Figure 10.10: Dendrogram using single linkage.

cor_dist <- as.dist(1 - cor(df))
hclust_average <- hclust(cor_dist, method = 'average')
Dendrogram using average linkage.

Figure 10.11: Dendrogram using average linkage.

Depending on the linkage, the genes are splitted between two or three groups.

  • Question (c)

In order to find the genes that differ the most across the two groups, we can run a \(K\)-means (with \(K = 2\)) in order to split the two groups and then perform a two samples \(t\)-test to find the genes that have significative difference between the groups.

clus <- kmeans(t(df), 2)
df_clus <- as_tibble(t(df)) %>% add_column(group = clus$cluster, .before = 1)
test <- lapply(select(df_clus, starts_with('V')), 
                 function(x) t.test(x ~ df_clus$group))

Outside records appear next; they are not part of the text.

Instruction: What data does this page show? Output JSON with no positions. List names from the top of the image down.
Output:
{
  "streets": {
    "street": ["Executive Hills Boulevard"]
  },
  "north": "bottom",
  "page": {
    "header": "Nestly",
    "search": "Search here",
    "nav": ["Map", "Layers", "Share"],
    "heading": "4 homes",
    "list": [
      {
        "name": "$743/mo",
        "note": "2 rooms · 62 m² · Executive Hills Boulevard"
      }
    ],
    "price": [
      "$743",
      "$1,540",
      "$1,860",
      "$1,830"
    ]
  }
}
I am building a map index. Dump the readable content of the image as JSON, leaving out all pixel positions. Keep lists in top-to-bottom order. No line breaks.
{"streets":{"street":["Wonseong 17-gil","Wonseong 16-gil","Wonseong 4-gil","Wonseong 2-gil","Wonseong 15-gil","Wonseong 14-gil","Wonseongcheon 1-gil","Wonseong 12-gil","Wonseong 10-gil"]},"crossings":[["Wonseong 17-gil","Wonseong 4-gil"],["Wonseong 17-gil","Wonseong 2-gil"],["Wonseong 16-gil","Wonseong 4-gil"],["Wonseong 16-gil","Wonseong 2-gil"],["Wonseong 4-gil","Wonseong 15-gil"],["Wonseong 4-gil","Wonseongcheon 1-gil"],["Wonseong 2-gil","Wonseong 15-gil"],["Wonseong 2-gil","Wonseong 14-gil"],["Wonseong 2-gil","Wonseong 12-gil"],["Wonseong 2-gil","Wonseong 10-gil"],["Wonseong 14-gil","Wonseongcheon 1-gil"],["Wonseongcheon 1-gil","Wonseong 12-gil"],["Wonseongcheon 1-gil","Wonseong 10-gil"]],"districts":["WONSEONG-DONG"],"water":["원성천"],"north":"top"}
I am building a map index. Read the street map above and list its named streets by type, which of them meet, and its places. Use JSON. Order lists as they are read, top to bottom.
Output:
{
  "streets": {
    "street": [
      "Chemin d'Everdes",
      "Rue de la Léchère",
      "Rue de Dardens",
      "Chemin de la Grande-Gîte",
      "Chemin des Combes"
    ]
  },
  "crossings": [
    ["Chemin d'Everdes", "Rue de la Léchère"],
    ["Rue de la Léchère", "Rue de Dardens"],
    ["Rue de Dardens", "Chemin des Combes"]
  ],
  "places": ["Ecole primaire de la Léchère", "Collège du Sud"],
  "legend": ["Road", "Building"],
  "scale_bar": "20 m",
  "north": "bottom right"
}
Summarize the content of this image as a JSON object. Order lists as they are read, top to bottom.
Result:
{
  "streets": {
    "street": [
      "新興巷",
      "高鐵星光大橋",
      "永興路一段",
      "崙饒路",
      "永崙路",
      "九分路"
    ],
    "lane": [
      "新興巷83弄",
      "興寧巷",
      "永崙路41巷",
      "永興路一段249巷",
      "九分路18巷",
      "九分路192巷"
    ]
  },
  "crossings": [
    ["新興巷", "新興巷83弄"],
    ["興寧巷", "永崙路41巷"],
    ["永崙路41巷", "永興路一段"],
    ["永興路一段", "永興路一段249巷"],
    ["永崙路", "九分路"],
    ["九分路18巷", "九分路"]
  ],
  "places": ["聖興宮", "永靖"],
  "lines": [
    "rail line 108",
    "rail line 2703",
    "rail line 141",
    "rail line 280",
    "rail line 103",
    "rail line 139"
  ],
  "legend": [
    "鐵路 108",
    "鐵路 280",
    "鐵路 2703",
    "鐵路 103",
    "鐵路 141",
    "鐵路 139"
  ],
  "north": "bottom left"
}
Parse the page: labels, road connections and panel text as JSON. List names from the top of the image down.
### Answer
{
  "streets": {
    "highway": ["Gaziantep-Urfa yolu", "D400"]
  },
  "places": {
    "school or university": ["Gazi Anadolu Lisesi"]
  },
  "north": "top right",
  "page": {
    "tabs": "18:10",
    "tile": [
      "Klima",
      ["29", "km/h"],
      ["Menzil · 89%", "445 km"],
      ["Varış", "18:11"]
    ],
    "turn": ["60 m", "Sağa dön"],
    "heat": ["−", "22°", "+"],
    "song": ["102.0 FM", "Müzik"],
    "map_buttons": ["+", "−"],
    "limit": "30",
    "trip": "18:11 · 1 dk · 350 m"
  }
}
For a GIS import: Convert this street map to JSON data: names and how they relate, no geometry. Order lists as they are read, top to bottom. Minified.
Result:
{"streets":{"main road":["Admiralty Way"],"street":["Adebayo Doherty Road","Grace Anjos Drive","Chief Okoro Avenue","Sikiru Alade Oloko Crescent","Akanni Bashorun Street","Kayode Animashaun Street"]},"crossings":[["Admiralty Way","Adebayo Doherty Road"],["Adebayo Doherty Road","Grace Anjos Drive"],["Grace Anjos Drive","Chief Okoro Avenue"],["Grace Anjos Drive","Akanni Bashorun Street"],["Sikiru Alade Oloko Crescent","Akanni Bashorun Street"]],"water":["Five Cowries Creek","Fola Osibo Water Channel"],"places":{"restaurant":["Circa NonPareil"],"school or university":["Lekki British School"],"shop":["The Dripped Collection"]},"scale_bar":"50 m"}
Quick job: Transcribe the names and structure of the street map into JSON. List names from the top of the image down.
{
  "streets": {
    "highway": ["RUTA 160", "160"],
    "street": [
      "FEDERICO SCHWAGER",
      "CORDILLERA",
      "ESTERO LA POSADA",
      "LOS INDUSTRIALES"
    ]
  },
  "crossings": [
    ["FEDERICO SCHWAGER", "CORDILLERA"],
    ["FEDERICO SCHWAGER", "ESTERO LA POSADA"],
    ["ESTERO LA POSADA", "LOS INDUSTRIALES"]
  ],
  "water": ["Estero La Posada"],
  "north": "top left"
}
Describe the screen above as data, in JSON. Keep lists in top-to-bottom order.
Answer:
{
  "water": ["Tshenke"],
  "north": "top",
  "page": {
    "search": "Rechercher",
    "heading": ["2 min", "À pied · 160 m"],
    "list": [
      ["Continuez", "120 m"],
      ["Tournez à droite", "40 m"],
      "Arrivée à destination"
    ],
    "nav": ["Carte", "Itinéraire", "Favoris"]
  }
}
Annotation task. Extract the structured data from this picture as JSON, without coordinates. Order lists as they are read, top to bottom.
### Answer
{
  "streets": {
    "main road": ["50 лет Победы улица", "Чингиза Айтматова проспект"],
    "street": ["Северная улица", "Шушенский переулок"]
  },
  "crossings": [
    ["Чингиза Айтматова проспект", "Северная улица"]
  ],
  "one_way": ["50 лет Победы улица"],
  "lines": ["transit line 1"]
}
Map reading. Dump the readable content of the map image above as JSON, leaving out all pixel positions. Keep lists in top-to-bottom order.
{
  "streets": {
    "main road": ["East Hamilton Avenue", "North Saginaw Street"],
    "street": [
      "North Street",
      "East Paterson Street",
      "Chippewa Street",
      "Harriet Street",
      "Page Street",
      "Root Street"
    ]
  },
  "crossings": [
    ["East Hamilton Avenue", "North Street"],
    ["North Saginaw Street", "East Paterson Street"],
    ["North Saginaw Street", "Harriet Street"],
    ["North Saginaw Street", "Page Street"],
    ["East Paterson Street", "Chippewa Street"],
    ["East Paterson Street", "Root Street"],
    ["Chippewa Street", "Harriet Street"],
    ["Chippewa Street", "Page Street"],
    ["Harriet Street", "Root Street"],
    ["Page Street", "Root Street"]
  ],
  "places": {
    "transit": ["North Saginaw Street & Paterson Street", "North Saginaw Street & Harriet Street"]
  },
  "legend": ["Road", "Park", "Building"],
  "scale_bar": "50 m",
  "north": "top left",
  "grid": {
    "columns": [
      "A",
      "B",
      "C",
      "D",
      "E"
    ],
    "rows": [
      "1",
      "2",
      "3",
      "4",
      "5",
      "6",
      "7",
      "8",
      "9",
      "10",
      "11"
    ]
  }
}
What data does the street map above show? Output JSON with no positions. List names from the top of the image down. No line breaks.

Over the \(1000\) genes, we found that 158 have a significative difference between the mean in the healthy and the diseased group. These genes are the following: V11, V12, V13, V14, V15, V16, V17, V18, V19, V20, V135, V156, V501, V502, V503, V504, V505, V506, V507, V508, V509, V510, V511, V512, V513, V514, V515, V516, V517, V518, V519, V520, V521, V522, V523, V524, V525, V526, V527, V528, V529, V530, V531, V532, V533, V534, V535, V536, V537, V538, V539, V540, V541, V542, V543, V544, V545, V546, V547, V548, V549, V550, V551, V552, V553, V554, V555, V556, V557, V558, V559, V560, V561, V562, V563, V564, V565, V566, V567, V568, V569, V570, V571, V572, V573, V574, V575, V576, V577, V578, V579, V580, V581, V582, V583, V584, V585, V586, V587, V588, V589, V590, V591, V592, V593, V594, V595, V596, V597, V598, V599, V600.